*What you are asked to do*
Give the data again exactly, from its opening line through the line in which "context.font = font" appears.

━━━ Records provided

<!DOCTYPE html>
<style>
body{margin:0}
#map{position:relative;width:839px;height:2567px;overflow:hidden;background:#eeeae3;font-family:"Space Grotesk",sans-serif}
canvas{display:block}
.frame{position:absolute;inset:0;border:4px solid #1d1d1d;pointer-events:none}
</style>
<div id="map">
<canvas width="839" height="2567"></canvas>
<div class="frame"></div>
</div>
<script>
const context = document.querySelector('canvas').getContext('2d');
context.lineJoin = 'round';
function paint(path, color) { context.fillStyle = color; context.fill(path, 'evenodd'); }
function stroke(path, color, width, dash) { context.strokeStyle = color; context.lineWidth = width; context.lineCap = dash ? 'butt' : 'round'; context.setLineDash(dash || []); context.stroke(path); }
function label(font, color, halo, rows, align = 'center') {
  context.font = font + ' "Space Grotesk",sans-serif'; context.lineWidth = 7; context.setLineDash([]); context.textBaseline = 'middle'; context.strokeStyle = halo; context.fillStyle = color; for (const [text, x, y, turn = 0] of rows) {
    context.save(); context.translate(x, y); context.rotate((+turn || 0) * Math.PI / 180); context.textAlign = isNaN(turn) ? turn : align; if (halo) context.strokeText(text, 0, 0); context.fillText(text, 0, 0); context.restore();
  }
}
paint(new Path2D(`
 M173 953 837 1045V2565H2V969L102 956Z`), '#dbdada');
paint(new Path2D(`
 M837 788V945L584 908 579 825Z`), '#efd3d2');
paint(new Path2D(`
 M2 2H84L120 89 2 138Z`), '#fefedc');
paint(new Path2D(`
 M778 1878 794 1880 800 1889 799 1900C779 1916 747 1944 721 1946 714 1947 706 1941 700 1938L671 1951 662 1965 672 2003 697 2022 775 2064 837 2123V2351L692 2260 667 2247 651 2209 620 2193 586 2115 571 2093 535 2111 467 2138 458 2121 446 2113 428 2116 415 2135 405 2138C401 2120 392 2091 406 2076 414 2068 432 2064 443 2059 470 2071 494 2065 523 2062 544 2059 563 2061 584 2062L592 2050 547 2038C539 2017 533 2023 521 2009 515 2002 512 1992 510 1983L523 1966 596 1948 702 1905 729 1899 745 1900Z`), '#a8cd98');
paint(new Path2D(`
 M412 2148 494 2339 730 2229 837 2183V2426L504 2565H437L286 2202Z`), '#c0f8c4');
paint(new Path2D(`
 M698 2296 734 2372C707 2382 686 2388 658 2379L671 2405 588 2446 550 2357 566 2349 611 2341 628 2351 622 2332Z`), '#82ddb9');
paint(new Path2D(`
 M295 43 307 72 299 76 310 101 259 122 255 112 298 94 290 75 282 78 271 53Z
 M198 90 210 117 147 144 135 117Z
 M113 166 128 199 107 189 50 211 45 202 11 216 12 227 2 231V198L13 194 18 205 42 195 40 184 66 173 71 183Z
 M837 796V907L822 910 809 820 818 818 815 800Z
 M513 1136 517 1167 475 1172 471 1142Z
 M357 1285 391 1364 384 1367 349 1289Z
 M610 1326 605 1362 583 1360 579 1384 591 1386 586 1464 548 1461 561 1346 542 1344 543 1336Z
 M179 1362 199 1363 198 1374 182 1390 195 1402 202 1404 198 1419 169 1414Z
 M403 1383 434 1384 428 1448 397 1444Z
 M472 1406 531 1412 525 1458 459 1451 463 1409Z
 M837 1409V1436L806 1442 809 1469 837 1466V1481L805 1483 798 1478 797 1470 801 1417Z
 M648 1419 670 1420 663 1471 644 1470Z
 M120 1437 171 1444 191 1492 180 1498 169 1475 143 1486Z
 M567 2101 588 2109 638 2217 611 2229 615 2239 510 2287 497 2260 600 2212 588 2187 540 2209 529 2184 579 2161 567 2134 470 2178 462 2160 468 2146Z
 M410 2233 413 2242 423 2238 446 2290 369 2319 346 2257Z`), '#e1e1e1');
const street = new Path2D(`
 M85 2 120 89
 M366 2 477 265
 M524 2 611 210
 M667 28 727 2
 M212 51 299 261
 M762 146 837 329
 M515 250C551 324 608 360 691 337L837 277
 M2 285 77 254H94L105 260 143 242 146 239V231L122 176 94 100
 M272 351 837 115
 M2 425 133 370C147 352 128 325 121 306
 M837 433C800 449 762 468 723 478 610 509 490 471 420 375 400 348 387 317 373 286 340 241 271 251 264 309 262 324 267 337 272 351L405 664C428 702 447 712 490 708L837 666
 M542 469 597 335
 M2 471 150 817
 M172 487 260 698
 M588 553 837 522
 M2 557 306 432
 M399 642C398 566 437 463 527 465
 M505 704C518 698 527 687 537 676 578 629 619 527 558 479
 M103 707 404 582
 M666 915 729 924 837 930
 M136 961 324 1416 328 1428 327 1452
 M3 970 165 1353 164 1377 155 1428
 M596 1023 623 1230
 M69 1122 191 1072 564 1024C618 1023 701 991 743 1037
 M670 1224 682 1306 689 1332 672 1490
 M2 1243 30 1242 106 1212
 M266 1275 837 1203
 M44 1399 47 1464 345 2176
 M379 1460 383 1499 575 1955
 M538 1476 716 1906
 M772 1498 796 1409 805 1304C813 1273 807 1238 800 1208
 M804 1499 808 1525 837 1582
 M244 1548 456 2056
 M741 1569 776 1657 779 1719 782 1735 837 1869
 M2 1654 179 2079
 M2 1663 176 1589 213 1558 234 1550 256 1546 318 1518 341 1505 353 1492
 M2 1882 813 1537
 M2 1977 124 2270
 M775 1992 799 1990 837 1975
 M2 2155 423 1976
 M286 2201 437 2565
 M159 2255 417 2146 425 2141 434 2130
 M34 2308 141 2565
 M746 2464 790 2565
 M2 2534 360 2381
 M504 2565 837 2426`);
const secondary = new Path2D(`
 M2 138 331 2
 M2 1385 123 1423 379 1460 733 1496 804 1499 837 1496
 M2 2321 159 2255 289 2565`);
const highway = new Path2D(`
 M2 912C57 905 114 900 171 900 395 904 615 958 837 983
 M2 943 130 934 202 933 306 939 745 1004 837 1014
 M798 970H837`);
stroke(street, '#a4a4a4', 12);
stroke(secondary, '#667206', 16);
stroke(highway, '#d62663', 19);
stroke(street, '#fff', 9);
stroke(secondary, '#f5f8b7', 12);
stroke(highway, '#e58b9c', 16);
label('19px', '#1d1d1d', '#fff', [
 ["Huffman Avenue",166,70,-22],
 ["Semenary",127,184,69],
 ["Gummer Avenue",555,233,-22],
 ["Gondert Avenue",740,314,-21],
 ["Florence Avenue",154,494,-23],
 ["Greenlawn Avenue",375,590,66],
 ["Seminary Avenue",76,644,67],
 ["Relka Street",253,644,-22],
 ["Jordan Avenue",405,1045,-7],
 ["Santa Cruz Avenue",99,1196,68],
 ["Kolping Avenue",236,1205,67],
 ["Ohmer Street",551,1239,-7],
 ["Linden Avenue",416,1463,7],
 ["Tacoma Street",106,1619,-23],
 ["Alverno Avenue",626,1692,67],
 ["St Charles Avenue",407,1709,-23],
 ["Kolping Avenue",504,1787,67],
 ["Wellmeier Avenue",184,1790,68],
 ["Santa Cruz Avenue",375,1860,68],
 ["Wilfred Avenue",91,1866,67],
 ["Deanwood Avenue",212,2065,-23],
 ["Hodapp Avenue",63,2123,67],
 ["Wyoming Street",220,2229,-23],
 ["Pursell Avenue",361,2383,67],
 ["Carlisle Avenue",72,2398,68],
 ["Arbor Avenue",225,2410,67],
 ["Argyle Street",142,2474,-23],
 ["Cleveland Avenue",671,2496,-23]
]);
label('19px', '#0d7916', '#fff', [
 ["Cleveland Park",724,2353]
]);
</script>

━━━━━━

*Task response*
<!DOCTYPE html>
<style>
body{margin:0}
#map{position:relative;width:839px;height:2567px;overflow:hidden;background:#eeeae3;font-family:"Space Grotesk",sans-serif}
canvas{display:block}
.frame{position:absolute;inset:0;border:4px solid #1d1d1d;pointer-events:none}
</style>
<div id="map">
<canvas width="839" height="2567"></canvas>
<div class="frame"></div>
</div>
<script>
const context = document.querySelector('canvas').getContext('2d');
context.lineJoin = 'round';
function paint(path, color) { context.fillStyle = color; context.fill(path, 'evenodd'); }
function stroke(path, color, width, dash) { context.strokeStyle = color; context.lineWidth = width; context.lineCap = dash ? 'butt' : 'round'; context.setLineDash(dash || []); context.stroke(path); }
function label(font, color, halo, rows, align = 'center') {
  context.font = font + ' "Space Grotesk",sans-serif'; context.lineWidth = 7; context.setLineDash([]); context.textBaseline = 'middle'; context.strokeStyle = halo; context.fillStyle = color; for (const [text, x, y, turn = 0] of rows) {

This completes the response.